* Exercise brief
Only the lines from the start of the data through the line containing "flex:none; width:38px; height:38px;" should be written out, exactly as they are, with both ends included and the pictures left out.
>>>>
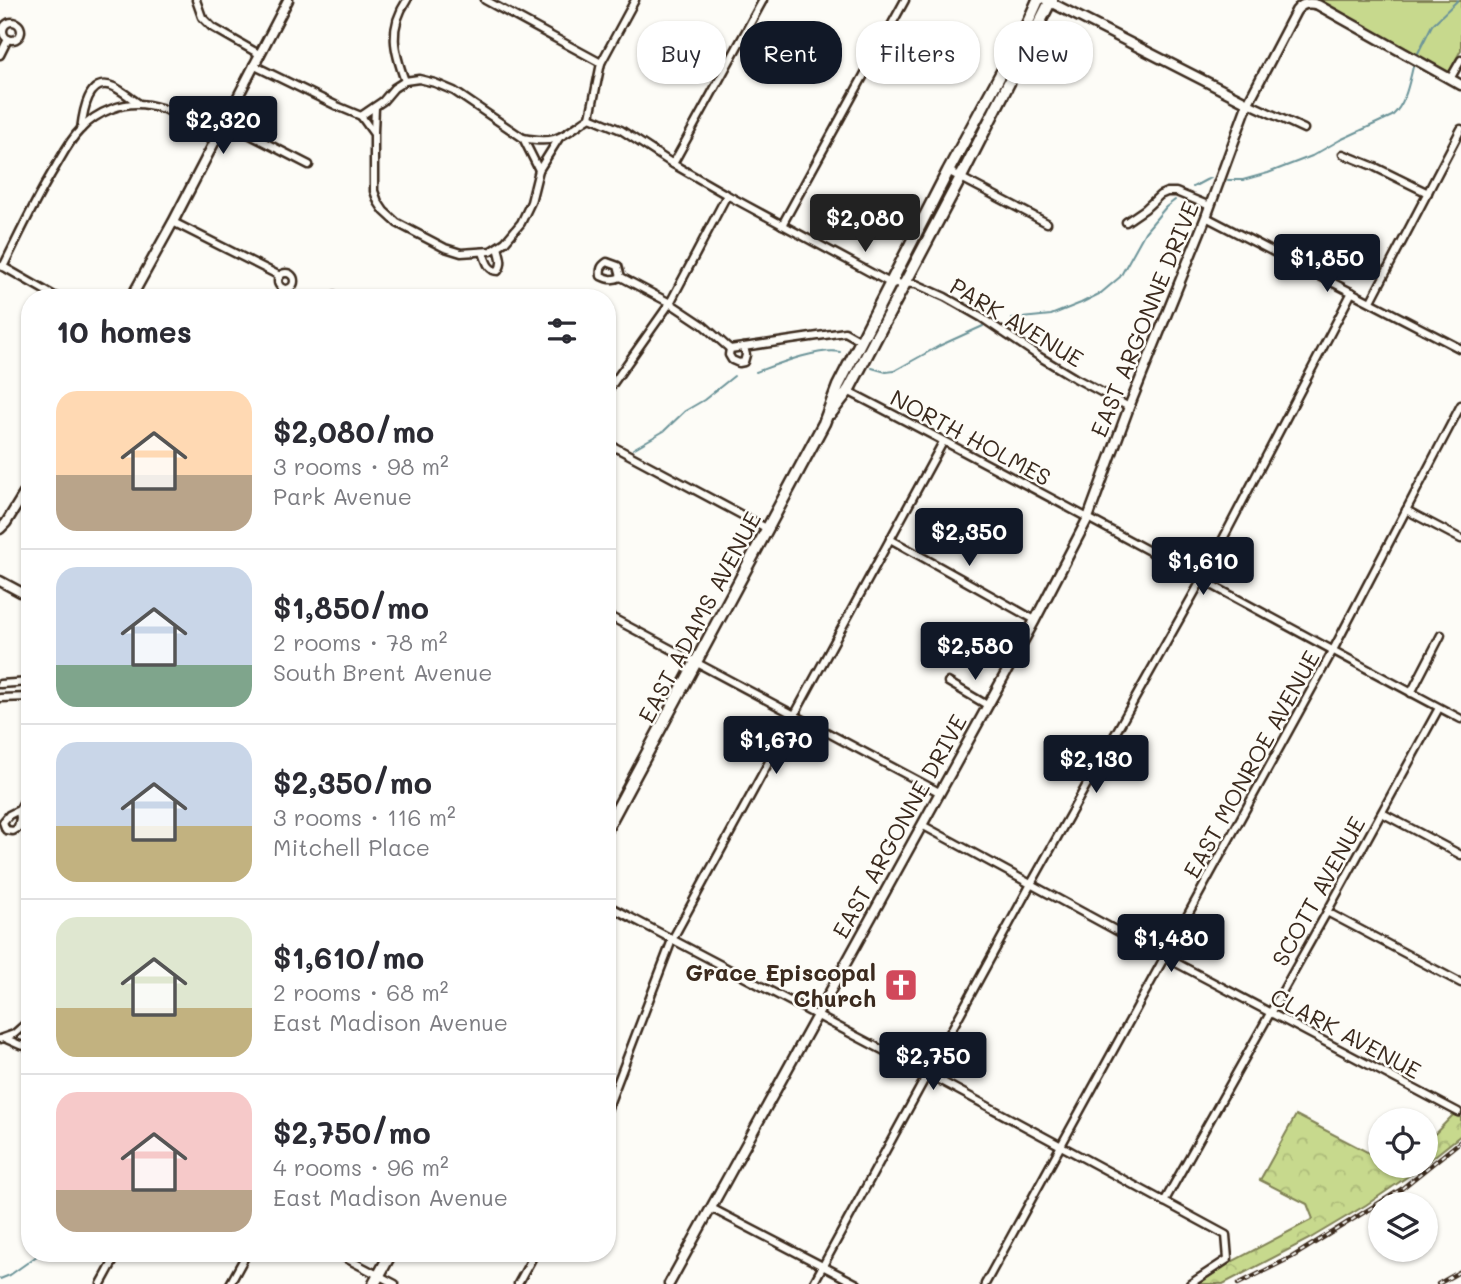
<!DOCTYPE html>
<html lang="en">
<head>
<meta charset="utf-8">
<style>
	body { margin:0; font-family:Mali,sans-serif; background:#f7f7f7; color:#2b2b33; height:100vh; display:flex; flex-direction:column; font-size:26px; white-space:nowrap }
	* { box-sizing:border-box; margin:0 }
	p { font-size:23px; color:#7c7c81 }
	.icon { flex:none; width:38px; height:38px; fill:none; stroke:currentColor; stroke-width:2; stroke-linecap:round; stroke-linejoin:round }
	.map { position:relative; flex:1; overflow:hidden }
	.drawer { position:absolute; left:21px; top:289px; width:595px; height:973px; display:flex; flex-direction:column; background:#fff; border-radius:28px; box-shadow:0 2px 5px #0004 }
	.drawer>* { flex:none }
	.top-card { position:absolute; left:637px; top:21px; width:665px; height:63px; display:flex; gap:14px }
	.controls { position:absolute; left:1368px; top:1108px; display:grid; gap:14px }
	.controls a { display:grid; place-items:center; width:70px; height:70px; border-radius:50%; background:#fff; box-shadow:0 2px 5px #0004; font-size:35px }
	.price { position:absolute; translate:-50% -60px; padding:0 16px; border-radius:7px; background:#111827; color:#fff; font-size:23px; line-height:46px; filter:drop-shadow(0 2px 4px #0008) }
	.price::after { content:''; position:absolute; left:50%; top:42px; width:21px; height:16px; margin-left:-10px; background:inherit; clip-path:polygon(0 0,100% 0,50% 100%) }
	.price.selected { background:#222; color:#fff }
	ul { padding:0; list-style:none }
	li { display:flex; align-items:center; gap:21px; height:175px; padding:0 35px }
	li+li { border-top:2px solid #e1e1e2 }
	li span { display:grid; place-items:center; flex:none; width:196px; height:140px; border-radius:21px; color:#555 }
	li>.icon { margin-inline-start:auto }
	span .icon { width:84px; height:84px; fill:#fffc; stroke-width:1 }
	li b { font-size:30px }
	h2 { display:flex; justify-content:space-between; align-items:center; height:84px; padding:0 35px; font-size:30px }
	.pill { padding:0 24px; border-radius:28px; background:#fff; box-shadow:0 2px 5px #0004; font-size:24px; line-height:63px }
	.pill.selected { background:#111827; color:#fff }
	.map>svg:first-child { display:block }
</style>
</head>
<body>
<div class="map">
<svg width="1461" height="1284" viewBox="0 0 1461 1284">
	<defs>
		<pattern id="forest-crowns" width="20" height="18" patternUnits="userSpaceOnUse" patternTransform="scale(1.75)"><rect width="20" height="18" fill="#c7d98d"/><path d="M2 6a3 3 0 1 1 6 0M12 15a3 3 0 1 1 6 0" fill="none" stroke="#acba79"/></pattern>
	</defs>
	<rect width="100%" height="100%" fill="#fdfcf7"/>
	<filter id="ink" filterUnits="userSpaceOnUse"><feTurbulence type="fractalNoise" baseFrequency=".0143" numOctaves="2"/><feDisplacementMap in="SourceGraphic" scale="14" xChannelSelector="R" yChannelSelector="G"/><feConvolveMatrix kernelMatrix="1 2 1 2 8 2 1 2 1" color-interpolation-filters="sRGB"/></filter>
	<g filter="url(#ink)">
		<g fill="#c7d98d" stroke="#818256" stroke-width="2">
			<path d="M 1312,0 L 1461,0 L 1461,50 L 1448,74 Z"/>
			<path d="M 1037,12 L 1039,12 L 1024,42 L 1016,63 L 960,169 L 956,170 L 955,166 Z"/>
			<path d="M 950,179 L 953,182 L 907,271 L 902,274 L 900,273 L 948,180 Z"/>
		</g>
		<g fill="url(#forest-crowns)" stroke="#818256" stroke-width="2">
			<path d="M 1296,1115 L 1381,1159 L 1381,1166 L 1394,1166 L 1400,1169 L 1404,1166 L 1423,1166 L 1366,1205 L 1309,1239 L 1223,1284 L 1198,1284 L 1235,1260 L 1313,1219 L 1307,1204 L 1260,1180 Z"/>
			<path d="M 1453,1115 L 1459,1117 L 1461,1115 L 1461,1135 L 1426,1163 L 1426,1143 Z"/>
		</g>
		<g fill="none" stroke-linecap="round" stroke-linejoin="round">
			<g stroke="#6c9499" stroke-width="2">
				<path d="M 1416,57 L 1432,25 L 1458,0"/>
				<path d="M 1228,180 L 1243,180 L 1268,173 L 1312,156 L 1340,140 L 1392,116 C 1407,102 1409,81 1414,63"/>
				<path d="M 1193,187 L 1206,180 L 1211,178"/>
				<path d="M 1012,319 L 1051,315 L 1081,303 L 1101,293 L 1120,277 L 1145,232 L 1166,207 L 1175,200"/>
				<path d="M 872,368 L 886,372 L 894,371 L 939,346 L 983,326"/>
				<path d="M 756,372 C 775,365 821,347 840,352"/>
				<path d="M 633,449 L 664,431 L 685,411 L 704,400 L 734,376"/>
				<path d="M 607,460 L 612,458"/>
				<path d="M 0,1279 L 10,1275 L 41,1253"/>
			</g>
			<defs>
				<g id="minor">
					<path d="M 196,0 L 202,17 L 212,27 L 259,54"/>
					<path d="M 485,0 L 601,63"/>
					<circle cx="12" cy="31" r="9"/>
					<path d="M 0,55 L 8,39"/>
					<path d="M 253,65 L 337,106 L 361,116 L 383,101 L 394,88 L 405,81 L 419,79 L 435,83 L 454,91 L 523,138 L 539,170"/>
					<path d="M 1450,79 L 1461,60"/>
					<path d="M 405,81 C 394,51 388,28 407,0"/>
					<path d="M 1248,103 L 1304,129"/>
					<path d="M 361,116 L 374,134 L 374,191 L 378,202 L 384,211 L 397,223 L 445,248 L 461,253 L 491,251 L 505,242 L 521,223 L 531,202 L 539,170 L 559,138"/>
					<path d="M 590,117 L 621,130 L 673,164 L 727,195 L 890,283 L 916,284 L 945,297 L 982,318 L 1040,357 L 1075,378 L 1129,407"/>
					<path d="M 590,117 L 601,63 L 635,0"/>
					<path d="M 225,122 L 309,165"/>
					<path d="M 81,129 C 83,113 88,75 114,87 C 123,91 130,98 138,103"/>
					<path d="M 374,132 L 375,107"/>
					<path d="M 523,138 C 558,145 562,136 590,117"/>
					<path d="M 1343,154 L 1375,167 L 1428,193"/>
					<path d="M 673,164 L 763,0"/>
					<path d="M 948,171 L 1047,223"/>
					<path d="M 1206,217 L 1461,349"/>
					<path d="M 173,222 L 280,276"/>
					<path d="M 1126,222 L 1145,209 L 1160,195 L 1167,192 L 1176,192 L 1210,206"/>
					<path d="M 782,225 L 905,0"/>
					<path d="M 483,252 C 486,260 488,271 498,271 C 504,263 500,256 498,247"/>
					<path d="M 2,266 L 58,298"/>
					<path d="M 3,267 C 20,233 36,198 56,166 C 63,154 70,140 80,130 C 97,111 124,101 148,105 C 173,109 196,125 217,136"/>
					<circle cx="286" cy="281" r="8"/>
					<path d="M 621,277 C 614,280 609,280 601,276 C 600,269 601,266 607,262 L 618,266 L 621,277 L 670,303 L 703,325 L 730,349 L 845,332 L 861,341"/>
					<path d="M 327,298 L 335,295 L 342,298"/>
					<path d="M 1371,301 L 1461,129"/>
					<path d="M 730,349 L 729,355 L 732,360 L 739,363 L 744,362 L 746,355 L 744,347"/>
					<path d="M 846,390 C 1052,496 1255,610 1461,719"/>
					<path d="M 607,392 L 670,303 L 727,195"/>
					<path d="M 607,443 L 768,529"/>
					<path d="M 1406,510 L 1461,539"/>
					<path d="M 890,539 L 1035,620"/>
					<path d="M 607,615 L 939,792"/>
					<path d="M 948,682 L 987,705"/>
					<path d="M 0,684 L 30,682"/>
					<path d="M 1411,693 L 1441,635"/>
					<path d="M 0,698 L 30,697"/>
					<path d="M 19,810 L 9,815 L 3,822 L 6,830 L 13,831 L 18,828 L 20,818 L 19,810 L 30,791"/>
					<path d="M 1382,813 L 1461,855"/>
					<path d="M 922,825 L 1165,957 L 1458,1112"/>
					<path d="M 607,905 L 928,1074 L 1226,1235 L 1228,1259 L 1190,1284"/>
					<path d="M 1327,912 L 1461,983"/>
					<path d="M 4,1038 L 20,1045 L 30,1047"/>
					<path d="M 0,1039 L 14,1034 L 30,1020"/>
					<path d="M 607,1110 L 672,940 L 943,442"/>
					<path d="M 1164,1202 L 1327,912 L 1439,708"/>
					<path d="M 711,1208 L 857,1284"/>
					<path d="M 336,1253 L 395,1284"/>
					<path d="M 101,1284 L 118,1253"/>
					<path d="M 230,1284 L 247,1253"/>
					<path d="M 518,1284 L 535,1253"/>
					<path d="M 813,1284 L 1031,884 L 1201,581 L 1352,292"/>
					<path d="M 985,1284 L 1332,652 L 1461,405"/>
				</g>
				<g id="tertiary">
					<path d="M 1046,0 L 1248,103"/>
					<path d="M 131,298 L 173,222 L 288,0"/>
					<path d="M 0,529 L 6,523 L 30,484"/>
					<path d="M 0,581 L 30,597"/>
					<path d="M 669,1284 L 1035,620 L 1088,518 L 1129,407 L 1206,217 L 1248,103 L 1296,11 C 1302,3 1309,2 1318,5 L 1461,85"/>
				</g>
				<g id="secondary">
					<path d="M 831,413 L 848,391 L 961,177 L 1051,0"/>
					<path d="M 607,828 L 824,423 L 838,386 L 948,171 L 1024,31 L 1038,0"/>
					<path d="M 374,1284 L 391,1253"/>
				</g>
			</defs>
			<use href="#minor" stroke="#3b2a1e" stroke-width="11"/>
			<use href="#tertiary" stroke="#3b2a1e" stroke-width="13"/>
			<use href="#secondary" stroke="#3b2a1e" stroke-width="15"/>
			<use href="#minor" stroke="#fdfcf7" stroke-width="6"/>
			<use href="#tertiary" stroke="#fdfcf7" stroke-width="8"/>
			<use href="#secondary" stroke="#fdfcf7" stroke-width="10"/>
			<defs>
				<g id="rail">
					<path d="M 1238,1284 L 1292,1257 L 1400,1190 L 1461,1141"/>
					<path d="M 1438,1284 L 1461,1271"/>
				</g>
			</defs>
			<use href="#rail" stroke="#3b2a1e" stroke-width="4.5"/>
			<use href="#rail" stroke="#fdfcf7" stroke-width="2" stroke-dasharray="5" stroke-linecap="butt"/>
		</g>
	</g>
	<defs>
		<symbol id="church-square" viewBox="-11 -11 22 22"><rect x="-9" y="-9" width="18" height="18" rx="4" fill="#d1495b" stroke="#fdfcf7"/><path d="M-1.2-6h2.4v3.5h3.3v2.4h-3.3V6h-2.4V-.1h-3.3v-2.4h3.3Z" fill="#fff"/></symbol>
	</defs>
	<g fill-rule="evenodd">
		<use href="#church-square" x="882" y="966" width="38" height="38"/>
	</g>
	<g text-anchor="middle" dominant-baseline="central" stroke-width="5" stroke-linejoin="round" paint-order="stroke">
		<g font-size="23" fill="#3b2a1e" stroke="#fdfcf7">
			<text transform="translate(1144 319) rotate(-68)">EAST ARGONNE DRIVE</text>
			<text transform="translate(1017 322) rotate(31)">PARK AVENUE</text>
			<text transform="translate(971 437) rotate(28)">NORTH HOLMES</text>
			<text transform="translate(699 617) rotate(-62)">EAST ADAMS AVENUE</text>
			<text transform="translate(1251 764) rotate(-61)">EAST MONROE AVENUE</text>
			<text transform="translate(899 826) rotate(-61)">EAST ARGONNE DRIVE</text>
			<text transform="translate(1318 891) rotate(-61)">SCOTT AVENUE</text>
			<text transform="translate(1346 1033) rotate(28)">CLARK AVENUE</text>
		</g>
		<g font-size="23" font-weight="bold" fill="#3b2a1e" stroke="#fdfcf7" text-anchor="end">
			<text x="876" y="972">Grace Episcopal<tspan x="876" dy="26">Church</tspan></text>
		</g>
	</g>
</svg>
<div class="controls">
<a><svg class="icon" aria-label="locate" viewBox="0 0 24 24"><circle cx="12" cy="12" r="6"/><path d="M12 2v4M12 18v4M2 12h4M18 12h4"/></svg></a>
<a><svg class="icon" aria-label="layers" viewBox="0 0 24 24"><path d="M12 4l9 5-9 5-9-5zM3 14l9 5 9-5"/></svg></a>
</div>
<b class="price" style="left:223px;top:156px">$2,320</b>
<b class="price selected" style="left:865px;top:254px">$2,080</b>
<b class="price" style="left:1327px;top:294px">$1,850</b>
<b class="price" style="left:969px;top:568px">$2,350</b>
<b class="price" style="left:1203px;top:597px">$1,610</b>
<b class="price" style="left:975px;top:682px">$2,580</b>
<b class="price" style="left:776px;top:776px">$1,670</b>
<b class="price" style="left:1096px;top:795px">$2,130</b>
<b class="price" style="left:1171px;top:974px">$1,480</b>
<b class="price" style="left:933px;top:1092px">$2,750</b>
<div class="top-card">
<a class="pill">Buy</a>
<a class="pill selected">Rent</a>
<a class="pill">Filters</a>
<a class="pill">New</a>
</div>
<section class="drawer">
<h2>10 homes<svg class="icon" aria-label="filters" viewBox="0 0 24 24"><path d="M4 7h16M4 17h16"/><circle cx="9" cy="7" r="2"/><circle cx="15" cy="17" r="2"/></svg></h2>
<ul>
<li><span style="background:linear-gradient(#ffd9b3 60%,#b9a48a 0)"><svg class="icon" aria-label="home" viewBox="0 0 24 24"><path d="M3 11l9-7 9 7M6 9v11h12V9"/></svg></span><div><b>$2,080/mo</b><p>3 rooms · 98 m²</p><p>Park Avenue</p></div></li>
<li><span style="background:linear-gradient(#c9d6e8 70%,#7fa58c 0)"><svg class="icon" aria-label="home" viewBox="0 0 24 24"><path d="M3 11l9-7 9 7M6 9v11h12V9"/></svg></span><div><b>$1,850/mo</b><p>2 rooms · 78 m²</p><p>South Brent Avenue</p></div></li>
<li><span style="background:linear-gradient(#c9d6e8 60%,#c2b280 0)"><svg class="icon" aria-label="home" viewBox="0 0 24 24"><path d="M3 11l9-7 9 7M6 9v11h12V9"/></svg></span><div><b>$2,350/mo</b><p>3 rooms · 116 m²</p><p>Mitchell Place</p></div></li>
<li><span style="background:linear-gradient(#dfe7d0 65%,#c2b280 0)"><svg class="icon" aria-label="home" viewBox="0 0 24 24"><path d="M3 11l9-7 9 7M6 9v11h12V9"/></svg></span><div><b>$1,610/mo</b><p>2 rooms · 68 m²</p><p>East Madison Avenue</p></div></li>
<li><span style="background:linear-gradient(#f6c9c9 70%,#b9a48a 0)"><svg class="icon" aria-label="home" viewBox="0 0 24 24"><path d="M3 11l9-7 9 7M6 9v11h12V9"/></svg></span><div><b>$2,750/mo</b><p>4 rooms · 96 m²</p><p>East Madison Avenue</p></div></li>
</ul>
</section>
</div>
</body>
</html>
<<<<
* Reply
<!DOCTYPE html>
<html lang="en">
<head>
<meta charset="utf-8">
<style>
	body { margin:0; font-family:Mali,sans-serif; background:#f7f7f7; color:#2b2b33; height:100vh; display:flex; flex-direction:column; font-size:26px; white-space:nowrap }
	* { box-sizing:border-box; margin:0 }
	p { font-size:23px; color:#7c7c81 }
	.icon { flex:none; width:38px; height:38px; fill:none; stroke:currentColor; stroke-width:2; stroke-linecap:round; stroke-linejoin:round }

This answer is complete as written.